*** Supplied material Section Begins ***

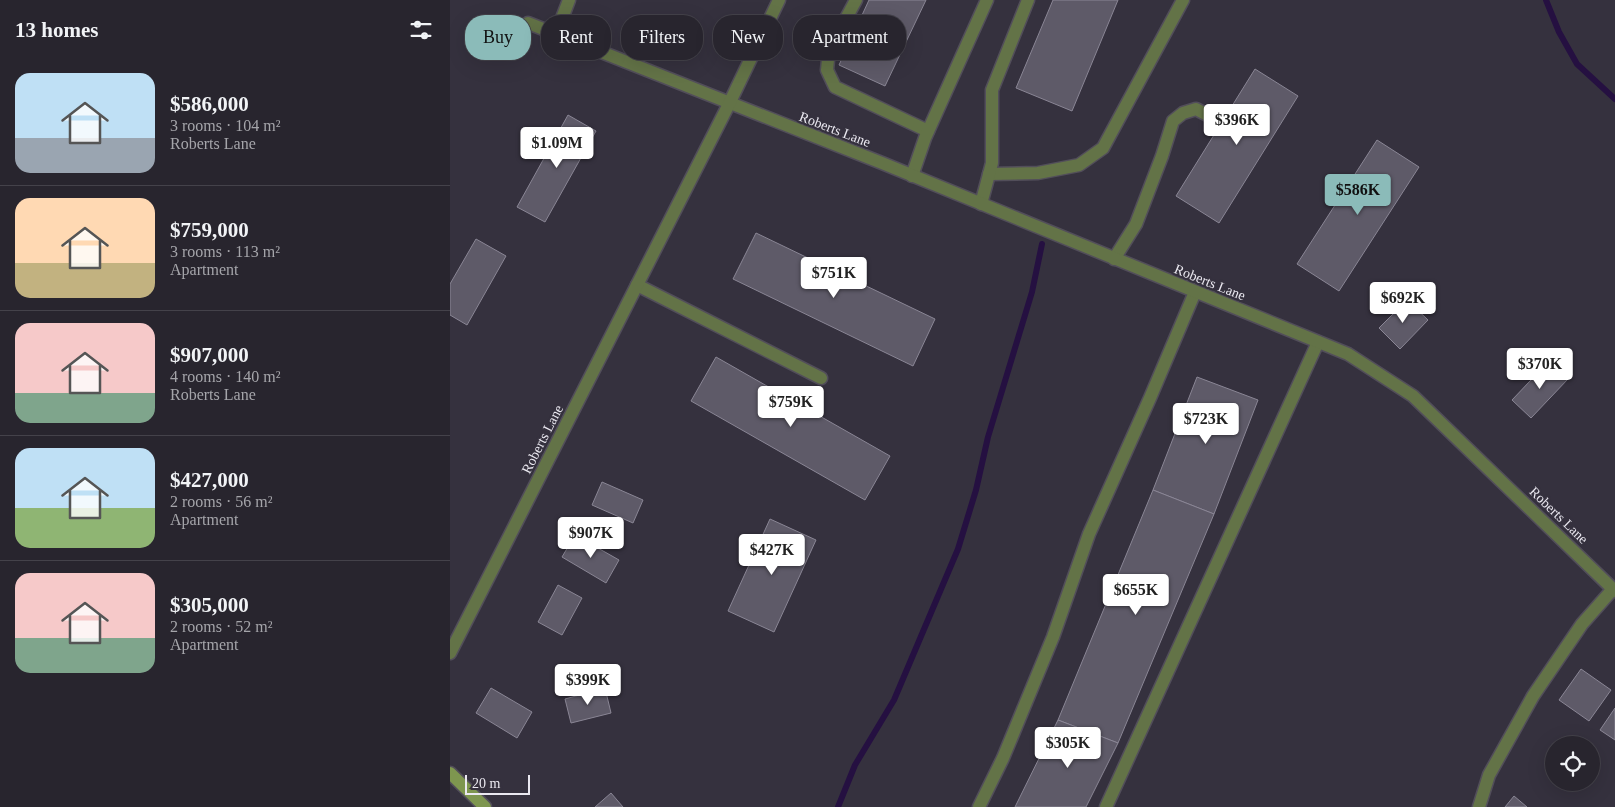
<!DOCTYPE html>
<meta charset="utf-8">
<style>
body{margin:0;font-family:Georgia,serif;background:#34313a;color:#f1f3f6;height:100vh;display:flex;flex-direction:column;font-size:19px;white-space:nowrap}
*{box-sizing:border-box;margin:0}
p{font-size:16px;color:#a5a5aa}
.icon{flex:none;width:28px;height:28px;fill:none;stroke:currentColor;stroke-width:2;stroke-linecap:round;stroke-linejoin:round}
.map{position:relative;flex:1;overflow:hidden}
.side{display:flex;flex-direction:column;background:#28252e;width:450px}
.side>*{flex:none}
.banner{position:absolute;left:15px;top:15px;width:475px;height:45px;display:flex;gap:10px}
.buttons{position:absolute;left:1095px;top:736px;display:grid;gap:10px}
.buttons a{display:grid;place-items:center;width:55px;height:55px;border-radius:50%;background:#28252e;box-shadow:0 5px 20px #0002,0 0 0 1px #44424a;font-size:25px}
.scale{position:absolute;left:15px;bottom:12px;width:65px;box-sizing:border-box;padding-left:5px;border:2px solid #eae8f0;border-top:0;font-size:14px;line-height:18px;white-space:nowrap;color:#eae8f0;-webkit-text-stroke:4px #35313e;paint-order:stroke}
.price{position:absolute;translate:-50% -42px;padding:0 11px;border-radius:5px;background:#fff;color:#222;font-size:16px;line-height:32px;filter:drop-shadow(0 1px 2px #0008)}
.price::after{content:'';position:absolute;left:50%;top:30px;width:15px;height:11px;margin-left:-8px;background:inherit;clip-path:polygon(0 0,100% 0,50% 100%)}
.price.on{background:#8bbbb9;color:#111}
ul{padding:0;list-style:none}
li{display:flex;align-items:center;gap:15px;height:125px;padding:0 15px}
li+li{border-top:1px solid #44424a}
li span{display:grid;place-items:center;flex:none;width:140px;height:100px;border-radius:15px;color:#555}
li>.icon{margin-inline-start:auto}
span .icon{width:60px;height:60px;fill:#fffc;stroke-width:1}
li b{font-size:21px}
h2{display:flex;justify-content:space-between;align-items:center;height:60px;padding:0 15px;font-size:21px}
.tag{padding:0 18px;border-radius:20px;background:#28252e;box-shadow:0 5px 20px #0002,0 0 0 1px #44424a;font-size:18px;line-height:45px}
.tag.on{background:#8bbbb9;color:#111}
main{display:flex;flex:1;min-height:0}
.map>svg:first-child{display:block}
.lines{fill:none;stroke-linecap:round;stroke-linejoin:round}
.stream{stroke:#251041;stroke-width:6}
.building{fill:#5e5a68;stroke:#8a8695}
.lane-casing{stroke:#524e5a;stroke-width:15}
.street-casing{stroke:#524e5a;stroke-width:15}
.secondary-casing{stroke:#524e5a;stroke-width:15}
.lane{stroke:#637347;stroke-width:12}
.street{stroke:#637347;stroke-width:12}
.secondary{stroke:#7e964f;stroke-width:12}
.labels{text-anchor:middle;stroke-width:4.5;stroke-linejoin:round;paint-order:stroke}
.street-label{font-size:14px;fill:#eae8f0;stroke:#35313e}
</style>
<main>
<section class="side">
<h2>13 homes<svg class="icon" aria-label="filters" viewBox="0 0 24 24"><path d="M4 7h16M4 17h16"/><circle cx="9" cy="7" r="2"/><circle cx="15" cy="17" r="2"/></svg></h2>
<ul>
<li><span style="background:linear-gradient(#bfe0f5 65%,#9aa5b1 0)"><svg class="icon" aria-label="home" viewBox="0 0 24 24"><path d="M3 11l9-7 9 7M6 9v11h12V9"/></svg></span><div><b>$586,000</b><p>3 rooms · 104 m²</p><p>Roberts Lane</p></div></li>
<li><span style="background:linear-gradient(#ffd9b3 65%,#c2b280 0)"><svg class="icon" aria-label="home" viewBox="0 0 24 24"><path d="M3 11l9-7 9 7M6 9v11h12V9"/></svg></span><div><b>$759,000</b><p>3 rooms · 113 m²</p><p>Apartment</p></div></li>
<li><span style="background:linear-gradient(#f6c9c9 70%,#7fa58c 0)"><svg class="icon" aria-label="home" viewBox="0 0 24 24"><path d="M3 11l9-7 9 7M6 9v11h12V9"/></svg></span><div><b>$907,000</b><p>4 rooms · 140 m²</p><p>Roberts Lane</p></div></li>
<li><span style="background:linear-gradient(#bfe0f5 60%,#8fb573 0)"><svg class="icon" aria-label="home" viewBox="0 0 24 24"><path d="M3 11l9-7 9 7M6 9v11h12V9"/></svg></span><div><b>$427,000</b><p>2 rooms · 56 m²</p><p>Apartment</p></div></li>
<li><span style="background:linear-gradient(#f6c9c9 65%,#7fa58c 0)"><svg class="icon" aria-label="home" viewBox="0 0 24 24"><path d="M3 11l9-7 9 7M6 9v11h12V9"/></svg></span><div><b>$305,000</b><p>2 rooms · 52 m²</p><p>Apartment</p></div></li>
</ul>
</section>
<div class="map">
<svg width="1165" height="807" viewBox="0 0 1165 807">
<rect width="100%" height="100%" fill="#35313e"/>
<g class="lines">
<g class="stream">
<path d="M1096,0L1109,32L1127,64L1165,99"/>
<path d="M388,807L405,765L444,700L508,549L526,490L538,437L582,292L592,244"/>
</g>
</g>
<g class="building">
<path d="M419,0H476L435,86L389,65Z"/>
<path d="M603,0H668L622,111L566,88Z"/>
<path d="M805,69L848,96L769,223L726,196Z"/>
<path d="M118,115L146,131L95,222L67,207Z"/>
<path d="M927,140L969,167L889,291L847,264Z"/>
<path d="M306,233L485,319L463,366L283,279Z"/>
<path d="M26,239L56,256L17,325L0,315V284Z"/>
<path d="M957,300L978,320L950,349L929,328Z"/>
<path d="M266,357L440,456L415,500L241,401Z"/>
<path d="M1099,361L1118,379L1081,418L1062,400Z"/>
<path d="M747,377L808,400L764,514L703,490Z"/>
<path d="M152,482L193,500L183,523L142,505Z"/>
<path d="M703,490L764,514L668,743L608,720Z"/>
<path d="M320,519L366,540L324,632L278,611Z"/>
<path d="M125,535L169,560L156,583L112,557Z"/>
<path d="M108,585L132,598L112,635L88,622Z"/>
<path d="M1131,669L1161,690L1139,721L1109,700Z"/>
<path d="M41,688L82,712L67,738L26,713Z"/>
<path d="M155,688L161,713L121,723L115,699Z"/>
<path d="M1165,708V740L1150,730Z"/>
<path d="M608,720L668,743L636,807H565Z"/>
<path d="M161,793L173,807H145Z"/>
<path d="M1064,796L1077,807H1055Z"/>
</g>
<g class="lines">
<g class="lane-casing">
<g id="lane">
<path d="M406,0L379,50L377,70L385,87L478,131"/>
<path d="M539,174L588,173L629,165L653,148L733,0"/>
<path d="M462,176L475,138L537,0"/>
<path d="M531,204L542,163V90L578,0"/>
<path d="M664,259L686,224L712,156L723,121L733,113L746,109L765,119"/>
<path d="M187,285L371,378"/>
<path d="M529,807L553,758L603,637L639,534L700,398L745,292"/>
<path d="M656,807L868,342"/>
<path d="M1029,807L1039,775L1083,696L1132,624L1163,589"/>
</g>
</g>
<g class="street-casing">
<g id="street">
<path d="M78,23L432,163L898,354L963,396L1165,591"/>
<path d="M106,34L119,0"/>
<path d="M0,653L279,104L329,0"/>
</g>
</g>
<g class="secondary-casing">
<path id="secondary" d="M0,773L35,807"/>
</g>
<use href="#lane" class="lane"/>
<use href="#street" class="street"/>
<use href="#secondary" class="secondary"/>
</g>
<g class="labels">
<g class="street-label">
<text transform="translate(385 129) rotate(21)" y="5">Roberts Lane</text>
<text transform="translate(760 282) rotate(22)" y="5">Roberts Lane</text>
<text transform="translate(92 439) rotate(-63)" y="5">Roberts Lane</text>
<text transform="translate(1109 515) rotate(44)" y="5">Roberts Lane</text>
</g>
</g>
</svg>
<div class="buttons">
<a><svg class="icon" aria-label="locate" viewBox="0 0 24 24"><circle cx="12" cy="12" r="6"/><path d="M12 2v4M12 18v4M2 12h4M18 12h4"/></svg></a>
</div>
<div class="scale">20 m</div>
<b class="price" style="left:787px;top:146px">$396K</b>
<b class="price" style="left:107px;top:169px">$1.09M</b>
<b class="price on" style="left:908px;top:216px">$586K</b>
<b class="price" style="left:384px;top:299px">$751K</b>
<b class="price" style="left:953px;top:324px">$692K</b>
<b class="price" style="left:1090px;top:390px">$370K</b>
<b class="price" style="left:341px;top:428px">$759K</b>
<b class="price" style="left:756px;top:445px">$723K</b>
<b class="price" style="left:141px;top:559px">$907K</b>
<b class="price" style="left:322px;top:576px">$427K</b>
<b class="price" style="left:686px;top:616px">$655K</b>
<b class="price" style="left:138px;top:706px">$399K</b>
<b class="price" style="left:618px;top:769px">$305K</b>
<div class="banner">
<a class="tag on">Buy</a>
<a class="tag">Rent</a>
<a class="tag">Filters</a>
<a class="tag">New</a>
<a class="tag">Apartment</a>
</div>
</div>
</main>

*** Supplied material Section Ends ***

#### [Exercise brief]
Every line above with the string "solid" in it needs to be copied.

#### [Output of the task]
.scale{position:absolute;left:15px;bottom:12px;width:65px;box-sizing:border-box;padding-left:5px;border:2px solid #eae8f0;border-top:0;font-size:14px;line-height:18px;white-space:nowrap;color:#eae8f0;-webkit-text-stroke:4px #35313e;paint-order:stroke}
li+li{border-top:1px solid #44424a}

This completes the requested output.